Die Revision wird nicht zugelassen.
Tatbestand
Die Parteien streiten über die Wirksamkeit einer Befristung und um Weiterbeschäftigung.
Die Klägerin war an der S. Universität in Hamburg seit dem 16. Oktober 2012 im Rahmen einer Teilzeitbeschäftigung tätig. Vor Aufnahme ihrer Tätigkeit bei der Beklagten hatte die Klägerin einen Hochschulabschluss als Diplomvolkswirtin erworben. Den Masterstudiengang hatte sie begonnen.
Der Arbeitsvertrag der Parteien enthält unter anderem folgende Regelungen:
"§ 1
Frau B. wird ab dem 16.10.2012 bei der S. Universität als nicht vollzeitbeschäftigte wissenschaftliche Arbeitnehmerin (wissenschaftliche Mitarbeiterin) mit der Hälfte der regelmäßigen wöchentlichen Arbeitszeit einer vollzeitbeschäftigten Arbeitnehmerin für die Zeit bis zum 15.10.2015 eingestellt.

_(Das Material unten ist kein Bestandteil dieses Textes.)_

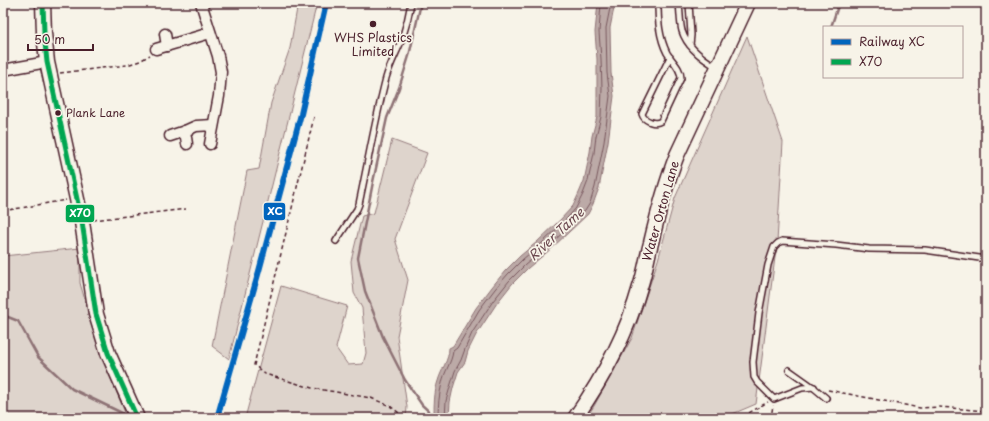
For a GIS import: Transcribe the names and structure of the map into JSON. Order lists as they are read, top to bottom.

Es handelt sich um ein befristetes Beschäftigungsverhältnis gemäß §§ 1 und 2 Wissenschaftszeitvertragsgesetz (WissZeitVG) zur Wahrnehmung befristeter Aufgaben einer wissenschaftlichen Mitarbeiterin gemäß § 53 HRG.
§ 2
...
Durch den Arbeitsvertrag wird kein Anspruch auf Verwendung auf einen bestimmten Arbeitsplatz oder in einem bestimmten Aufgabengebiet begründet..."

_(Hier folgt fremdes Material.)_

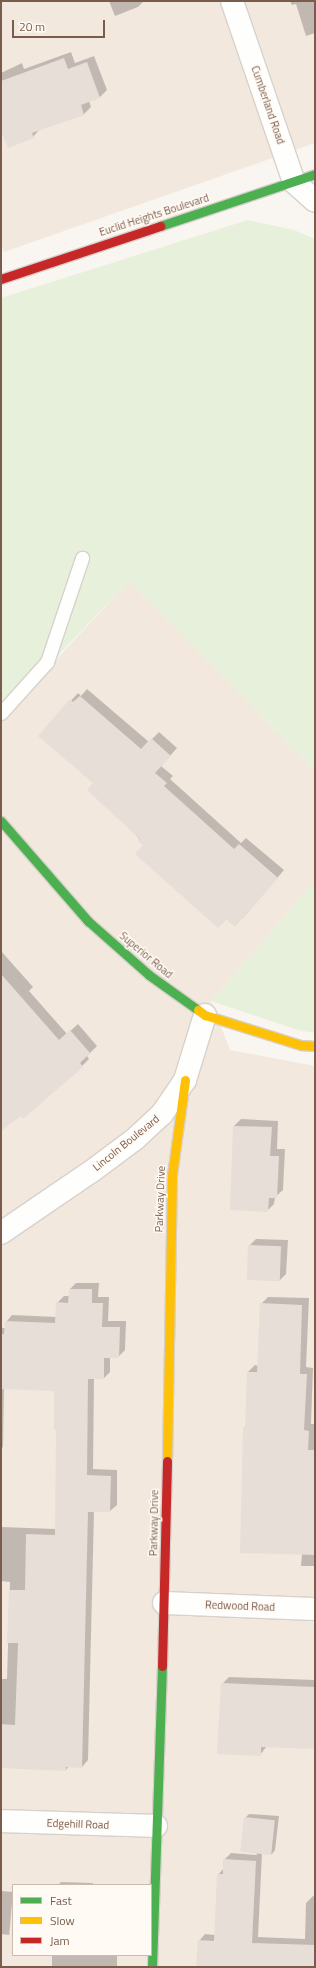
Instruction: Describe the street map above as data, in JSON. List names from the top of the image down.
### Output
{
  "streets": {
    "street": [
      "Cumberland Road",
      "Euclid Heights Boulevard",
      "Superior Road",
      "Lincoln Boulevard",
      "Parkway Drive",
      "Redwood Road",
      "Edgehill Road"
    ]
  },
  "crossings": [
    ["Cumberland Road", "Euclid Heights Boulevard"],
    ["Superior Road", "Lincoln Boulevard"],
    ["Lincoln Boulevard", "Parkway Drive"],
    ["Parkway Drive", "Redwood Road"],
    ["Parkway Drive", "Edgehill Road"]
  ],
  "legend": ["Fast", "Slow", "Jam"],
  "scale_bar": "20 m"
}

In der Ausschreibung für die von der Klägerin besetzte Stelle waren als persönliche und fachliche Einstellungsvoraussetzungen unter anderem die Fähigkeit und der Wille zur Anfertigung einer kumulativen Promotion in den Bereichen Wachstum, Ausländische Direktinvestitionen, Internationaler Handel, Entwicklungshilfe oder Ungleichheit vorgesehen. Unter "Aufgaben und Perspektiven" heißt es in der Stellenausschreibung:
"- Unterstützung des Professurinhabers bei den anfallenden Aufgaben in Forschung, Lehre und Verwaltung
- Neben einer anspruchsvollen und zugleich abwechslungsreichen Tätigkeit in angenehmer, anregender Atmosphäre erwartet sie das Angebot einer intensiven Promotionsbetreuung."
Die Klägerin hat während der Dauer des Beschäftigungsverhältnisses folgende Lehrtätigkeiten verrichtet: Durchführung von Übungsveranstaltungen zum Modul Makroökonomik im Umfang von 2 Wochenstunden im Frühjahrstrimester 2013 sowie im Frühjahrstrimester 2015 und Beteiligung an der Durchführung des Repetitoriums "Allgemeine Wirtschaftspolitik" im Umfang von 0,25 Wochenstunden zusammen mit dem Lehrstuhlinhaber und zwei weiteren wissenschaftlichen Mitarbeitern im Wintertrimester 2014.
Ferner unterstützte die Klägerin den Lehrstuhlinhaber bei der Betreuung dreier Bachelorarbeiten und einer Masterarbeit sowie bei sonstigen administrativen Tätigkeiten. Welchen Umfang die einzelnen Tätigkeiten der Klägerin hatten, ist streitig.
Die Klägerin legte ihrem Vorgesetzten, Herrn H., am 8. Juli 2015 ein 68-seitiges Exposé zum Forschungsbereich "....." im Rahmen ihres Promotionsvorhabens vor.
Mit ihrer am 2. November 2015 beim Arbeitsgericht Hamburg eingegangenen Klage hat die Klägerin die Unwirksamkeit der vereinbarten Befristung geltend gemacht.
Die Klägerin hat die Auffassung vertreten, dass die Befristung ihres Arbeitsvertrages unwirksam sei, da einerseits der Arbeitsvertrag keine Festlegung auf eine bestimmte Tätigkeit enthalte und sie andererseits auch tatsächlich nicht in wissenschaftliche Tätigkeiten oder Projekte eingebunden gewesen sei.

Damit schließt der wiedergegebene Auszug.